4-Ethyltoluene
- Names: Preferred IUPAC name 1-Ethyl-4-methylbenzene

Identifiers
- CAS Number: 622-96-8;
- 3D model (JSmol): Interactive image;
- ChemSpider: 11660;
- ECHA InfoCard: 100.009.784
- PubChem CID: 12160;
- UNII: G6JY83VLB5;
- CompTox Dashboard (EPA): DTXSID9029194 ;

Properties
- Chemical formula: C_{9}H_{12}
- Molar mass: 120.195 g·mol^{−1}
- Appearance: colorless liquid
- Density: 0.861 g/cm^{3}
- Boiling point: 162 °C (324 °F; 435 K)

= 4-Ethyltoluene =

4-Ethyltoluene is an organic compound with the formula CH_{3}C_{6}H_{4}C_{2}H_{5}. It is one of three isomers of ethyltoluene, the other two isomers being 3-ethyltoluene and 2-ethyltoluene.

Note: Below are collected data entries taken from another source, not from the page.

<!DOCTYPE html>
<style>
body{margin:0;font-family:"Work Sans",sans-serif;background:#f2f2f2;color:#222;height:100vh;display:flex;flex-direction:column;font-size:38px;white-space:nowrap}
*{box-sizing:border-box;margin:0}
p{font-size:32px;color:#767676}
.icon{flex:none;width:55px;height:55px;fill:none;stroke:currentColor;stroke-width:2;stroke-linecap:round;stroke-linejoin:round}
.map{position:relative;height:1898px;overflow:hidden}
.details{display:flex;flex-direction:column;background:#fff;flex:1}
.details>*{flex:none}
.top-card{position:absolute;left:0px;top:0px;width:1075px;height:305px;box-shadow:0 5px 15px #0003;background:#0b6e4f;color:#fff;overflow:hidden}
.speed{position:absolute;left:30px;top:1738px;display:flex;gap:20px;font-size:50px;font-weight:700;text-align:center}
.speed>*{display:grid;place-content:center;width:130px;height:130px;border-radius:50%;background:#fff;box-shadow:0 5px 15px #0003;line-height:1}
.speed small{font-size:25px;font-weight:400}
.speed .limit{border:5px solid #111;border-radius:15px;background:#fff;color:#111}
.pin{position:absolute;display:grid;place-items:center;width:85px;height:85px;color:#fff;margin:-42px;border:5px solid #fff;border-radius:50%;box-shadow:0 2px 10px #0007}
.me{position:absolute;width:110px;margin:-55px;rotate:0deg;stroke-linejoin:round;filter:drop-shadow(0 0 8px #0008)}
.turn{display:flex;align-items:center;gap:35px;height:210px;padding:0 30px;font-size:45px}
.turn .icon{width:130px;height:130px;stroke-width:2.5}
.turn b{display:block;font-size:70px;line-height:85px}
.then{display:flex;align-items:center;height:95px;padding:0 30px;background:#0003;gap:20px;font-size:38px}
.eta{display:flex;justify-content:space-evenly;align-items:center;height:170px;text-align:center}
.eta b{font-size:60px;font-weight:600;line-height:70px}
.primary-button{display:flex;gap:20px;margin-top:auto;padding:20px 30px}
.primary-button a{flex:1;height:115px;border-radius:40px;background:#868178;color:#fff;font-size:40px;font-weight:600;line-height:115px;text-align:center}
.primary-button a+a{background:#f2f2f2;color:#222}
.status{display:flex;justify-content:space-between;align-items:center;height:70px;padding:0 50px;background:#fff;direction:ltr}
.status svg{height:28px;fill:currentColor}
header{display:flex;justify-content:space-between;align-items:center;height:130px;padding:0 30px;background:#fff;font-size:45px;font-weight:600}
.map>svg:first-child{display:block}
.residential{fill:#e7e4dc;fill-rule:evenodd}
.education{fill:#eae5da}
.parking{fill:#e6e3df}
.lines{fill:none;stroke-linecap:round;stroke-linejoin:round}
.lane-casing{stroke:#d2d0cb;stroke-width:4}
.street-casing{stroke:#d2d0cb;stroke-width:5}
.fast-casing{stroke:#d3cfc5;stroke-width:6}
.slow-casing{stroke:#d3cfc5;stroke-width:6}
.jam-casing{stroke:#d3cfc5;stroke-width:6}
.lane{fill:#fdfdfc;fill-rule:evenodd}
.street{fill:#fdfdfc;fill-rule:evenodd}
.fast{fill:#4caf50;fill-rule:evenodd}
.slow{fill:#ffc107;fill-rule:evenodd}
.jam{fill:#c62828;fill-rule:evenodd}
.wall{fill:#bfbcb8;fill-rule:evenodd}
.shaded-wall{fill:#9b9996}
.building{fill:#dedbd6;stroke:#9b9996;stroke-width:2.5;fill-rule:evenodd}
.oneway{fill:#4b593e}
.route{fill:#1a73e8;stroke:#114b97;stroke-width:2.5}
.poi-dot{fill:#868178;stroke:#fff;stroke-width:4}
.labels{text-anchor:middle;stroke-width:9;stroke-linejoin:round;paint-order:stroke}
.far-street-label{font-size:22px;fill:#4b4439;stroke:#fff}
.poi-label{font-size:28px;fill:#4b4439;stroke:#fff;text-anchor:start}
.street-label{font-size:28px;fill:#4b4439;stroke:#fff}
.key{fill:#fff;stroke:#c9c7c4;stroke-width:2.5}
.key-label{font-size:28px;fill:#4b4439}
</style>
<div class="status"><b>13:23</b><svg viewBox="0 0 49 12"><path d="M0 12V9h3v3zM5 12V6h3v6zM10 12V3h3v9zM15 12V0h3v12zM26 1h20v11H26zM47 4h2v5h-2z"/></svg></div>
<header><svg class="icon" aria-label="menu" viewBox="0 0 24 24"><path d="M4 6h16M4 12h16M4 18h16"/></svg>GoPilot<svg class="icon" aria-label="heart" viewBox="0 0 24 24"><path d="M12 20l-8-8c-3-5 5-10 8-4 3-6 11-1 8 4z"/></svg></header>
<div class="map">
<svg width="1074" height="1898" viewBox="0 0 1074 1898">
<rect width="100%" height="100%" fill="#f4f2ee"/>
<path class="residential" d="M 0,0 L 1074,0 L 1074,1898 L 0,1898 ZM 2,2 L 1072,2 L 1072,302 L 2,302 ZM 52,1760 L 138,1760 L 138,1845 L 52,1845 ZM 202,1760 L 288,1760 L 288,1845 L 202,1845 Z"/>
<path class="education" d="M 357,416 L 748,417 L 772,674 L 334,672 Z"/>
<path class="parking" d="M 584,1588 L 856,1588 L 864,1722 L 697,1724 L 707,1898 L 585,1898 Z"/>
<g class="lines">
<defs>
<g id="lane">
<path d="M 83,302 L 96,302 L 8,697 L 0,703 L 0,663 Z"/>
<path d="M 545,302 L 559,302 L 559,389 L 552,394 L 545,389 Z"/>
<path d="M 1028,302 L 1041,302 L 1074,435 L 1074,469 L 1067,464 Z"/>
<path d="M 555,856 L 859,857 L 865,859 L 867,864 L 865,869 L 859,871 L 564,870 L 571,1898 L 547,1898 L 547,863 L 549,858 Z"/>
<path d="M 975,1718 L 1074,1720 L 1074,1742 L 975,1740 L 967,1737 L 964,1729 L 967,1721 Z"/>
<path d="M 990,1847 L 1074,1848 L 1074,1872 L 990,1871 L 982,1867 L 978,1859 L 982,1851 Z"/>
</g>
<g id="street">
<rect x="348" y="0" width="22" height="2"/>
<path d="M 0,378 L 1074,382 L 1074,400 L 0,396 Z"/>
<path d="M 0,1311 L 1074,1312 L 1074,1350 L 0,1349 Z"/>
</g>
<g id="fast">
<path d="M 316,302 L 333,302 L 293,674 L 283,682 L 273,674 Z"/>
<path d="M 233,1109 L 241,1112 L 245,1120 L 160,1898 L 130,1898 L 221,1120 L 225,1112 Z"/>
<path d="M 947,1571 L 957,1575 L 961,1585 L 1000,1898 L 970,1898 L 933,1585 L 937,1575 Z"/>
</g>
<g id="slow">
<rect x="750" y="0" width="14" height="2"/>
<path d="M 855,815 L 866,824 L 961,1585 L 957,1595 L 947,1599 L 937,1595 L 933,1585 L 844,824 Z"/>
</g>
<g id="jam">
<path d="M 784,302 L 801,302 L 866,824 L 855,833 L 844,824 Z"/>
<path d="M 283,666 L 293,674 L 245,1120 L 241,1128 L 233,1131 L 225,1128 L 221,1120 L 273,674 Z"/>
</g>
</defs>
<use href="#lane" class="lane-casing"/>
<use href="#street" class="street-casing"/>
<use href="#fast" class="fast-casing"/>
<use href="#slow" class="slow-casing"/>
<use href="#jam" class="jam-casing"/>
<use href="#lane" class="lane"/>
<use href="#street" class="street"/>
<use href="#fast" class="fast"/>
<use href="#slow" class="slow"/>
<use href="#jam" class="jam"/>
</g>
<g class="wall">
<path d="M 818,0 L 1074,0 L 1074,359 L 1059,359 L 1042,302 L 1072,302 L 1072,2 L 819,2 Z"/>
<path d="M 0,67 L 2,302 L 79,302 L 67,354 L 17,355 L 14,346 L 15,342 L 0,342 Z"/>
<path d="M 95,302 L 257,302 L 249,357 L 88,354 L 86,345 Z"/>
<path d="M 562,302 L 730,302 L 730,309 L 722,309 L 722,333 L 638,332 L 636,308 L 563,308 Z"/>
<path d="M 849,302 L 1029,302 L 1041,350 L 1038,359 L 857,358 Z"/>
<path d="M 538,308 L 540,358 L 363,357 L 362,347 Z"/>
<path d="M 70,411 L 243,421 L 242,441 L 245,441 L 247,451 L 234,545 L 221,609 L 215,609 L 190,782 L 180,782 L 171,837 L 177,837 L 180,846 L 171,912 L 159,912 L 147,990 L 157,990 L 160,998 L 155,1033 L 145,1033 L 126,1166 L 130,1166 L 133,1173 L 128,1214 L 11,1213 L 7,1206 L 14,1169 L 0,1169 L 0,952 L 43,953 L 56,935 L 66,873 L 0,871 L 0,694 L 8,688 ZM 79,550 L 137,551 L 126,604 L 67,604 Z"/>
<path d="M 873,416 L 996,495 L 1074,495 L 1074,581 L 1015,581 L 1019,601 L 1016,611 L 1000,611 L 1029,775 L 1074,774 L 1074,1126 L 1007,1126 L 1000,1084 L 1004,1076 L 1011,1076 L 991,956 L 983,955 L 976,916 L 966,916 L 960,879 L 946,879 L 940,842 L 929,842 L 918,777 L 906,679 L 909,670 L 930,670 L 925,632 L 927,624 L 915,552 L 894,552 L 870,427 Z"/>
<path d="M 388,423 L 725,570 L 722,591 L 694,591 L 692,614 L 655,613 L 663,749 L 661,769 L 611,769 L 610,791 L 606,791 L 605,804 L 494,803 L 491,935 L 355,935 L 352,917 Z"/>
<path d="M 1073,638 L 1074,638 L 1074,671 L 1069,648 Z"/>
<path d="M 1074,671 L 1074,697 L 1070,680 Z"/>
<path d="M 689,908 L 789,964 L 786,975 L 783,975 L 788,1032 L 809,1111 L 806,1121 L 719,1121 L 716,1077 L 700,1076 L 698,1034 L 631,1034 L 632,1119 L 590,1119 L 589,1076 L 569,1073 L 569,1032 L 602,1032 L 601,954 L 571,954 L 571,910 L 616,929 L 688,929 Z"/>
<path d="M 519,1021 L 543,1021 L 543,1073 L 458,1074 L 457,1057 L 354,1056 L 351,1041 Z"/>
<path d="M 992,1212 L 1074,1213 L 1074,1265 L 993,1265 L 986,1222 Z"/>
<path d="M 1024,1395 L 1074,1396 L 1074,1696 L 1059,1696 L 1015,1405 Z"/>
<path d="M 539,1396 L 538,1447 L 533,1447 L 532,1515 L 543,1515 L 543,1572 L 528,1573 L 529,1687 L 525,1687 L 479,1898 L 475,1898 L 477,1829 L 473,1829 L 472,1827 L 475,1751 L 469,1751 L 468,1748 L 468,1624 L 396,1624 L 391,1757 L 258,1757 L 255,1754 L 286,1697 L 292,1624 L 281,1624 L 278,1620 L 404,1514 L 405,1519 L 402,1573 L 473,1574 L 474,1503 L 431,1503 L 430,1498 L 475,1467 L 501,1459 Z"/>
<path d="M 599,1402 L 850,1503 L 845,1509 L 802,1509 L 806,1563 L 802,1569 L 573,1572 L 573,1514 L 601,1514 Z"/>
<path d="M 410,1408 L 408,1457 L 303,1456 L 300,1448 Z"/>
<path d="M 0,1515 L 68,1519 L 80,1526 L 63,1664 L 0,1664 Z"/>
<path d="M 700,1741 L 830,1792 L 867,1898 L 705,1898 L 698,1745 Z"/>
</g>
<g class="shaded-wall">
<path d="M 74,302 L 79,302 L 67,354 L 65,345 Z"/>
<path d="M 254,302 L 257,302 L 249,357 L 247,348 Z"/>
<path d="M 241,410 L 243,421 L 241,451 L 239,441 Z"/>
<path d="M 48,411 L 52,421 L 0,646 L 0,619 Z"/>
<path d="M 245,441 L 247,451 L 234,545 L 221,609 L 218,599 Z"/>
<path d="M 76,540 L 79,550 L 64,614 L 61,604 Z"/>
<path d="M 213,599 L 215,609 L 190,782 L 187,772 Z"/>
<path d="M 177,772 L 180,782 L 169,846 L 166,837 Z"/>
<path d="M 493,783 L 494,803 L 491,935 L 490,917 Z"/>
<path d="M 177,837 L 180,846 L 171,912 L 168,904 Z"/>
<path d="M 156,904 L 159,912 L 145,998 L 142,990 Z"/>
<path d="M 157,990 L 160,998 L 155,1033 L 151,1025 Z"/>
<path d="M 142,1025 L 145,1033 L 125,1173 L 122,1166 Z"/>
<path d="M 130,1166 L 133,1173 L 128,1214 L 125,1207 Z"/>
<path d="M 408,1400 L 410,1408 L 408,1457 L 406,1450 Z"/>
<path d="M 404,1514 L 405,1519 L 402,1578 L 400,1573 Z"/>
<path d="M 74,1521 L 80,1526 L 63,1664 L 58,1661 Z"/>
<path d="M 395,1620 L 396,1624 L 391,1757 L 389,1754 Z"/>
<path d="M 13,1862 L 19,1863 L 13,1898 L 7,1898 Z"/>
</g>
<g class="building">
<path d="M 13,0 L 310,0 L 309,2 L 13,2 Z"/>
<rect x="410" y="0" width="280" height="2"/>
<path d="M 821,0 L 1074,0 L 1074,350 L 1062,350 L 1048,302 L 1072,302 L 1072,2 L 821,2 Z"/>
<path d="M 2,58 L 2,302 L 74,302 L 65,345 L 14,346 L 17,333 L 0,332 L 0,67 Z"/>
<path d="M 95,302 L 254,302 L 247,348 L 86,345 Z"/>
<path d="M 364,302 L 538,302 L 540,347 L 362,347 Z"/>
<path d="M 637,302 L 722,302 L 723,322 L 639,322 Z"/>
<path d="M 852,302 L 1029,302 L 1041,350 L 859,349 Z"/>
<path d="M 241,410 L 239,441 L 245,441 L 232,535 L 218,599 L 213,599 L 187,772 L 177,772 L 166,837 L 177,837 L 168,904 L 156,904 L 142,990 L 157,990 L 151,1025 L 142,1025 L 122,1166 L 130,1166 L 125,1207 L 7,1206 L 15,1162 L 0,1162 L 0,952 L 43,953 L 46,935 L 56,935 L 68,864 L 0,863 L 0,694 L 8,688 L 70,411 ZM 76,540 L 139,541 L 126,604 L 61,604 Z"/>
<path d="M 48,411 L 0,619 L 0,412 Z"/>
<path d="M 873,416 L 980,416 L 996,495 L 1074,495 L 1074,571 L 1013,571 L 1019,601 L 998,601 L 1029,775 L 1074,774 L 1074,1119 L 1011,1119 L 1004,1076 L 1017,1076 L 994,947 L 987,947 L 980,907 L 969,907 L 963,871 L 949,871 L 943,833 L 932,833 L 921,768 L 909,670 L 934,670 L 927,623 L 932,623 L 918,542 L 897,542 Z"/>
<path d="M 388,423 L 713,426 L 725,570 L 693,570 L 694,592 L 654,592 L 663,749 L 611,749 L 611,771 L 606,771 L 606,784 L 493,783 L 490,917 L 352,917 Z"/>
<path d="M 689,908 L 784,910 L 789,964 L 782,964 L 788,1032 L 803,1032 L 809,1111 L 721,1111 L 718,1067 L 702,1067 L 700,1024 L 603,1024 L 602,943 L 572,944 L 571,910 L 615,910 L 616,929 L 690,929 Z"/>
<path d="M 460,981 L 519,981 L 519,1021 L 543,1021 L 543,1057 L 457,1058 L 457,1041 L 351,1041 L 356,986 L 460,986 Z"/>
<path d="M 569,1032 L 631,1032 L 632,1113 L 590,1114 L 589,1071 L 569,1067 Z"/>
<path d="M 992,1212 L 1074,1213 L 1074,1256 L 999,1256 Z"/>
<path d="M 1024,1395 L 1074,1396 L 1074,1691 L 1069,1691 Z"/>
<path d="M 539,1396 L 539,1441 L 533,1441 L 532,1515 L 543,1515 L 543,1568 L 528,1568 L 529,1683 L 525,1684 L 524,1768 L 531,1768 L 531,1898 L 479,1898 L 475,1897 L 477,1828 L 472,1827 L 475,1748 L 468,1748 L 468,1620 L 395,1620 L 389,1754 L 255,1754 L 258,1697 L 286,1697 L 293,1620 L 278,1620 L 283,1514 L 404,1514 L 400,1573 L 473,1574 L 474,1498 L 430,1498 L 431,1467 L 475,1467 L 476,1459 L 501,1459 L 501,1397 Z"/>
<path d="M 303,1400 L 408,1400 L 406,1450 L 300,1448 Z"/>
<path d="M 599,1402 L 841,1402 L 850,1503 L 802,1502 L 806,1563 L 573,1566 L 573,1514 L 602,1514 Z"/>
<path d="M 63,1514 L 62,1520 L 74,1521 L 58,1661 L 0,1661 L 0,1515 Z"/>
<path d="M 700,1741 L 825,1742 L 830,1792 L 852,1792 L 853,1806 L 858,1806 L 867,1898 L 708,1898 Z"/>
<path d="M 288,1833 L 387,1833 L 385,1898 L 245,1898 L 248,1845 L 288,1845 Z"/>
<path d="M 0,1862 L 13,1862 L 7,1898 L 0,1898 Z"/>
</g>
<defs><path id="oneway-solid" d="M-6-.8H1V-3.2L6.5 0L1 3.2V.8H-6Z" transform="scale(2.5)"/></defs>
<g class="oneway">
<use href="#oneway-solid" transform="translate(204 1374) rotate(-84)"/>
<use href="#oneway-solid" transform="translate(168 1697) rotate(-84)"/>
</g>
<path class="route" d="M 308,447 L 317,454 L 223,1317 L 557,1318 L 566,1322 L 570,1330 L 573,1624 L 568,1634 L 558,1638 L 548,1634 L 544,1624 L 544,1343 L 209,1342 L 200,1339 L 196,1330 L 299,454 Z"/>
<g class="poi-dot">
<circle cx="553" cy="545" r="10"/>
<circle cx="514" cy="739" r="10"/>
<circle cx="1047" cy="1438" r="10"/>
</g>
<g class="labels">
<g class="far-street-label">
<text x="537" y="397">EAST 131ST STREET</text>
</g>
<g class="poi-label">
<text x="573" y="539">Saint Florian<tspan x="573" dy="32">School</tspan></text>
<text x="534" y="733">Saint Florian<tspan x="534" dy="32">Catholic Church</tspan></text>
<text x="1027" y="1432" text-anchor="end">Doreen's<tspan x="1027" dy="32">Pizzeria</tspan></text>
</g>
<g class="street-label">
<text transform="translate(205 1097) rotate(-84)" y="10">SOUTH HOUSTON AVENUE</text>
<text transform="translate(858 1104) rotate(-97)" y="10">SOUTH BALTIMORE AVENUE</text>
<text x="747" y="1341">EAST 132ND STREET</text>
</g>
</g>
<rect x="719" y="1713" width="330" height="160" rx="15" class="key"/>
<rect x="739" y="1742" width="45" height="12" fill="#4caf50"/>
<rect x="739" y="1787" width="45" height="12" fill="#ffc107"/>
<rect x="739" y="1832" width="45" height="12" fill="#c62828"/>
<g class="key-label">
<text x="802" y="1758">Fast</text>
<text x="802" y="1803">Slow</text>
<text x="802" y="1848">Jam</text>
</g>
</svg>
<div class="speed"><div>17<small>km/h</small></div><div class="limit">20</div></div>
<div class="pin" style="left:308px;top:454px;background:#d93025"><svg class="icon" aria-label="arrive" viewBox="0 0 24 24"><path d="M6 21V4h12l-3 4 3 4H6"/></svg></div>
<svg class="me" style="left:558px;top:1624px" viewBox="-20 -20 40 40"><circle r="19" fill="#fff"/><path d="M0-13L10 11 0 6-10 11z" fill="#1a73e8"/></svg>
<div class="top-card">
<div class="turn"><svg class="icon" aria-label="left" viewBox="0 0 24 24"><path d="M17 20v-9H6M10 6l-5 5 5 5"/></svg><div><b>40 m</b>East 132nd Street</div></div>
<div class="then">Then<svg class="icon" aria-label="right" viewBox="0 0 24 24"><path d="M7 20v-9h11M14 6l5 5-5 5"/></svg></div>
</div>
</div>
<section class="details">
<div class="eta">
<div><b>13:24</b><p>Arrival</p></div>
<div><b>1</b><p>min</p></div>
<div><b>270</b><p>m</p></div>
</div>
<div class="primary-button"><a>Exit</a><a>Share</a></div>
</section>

All are colorless liquids and all are used for the production of specialty polystyrenes.

==Production and use==
Ethyltoluene is produced by ethylation of toluene:
CH_{3}C_{6}H_{5} + C_{2}H_{4} → CH_{3}C_{6}H_{4}C_{2}H_{5}
Over typical acid catalysts, this process gives a mixture of the 2-, 3-, and 4- isomers. Using a modified zeolite catalyst, the alkylation is shape-selective for the 4- isomer.

4-Ethyltoluene is subjected dehydrogenation to give 4-vinyltoluene.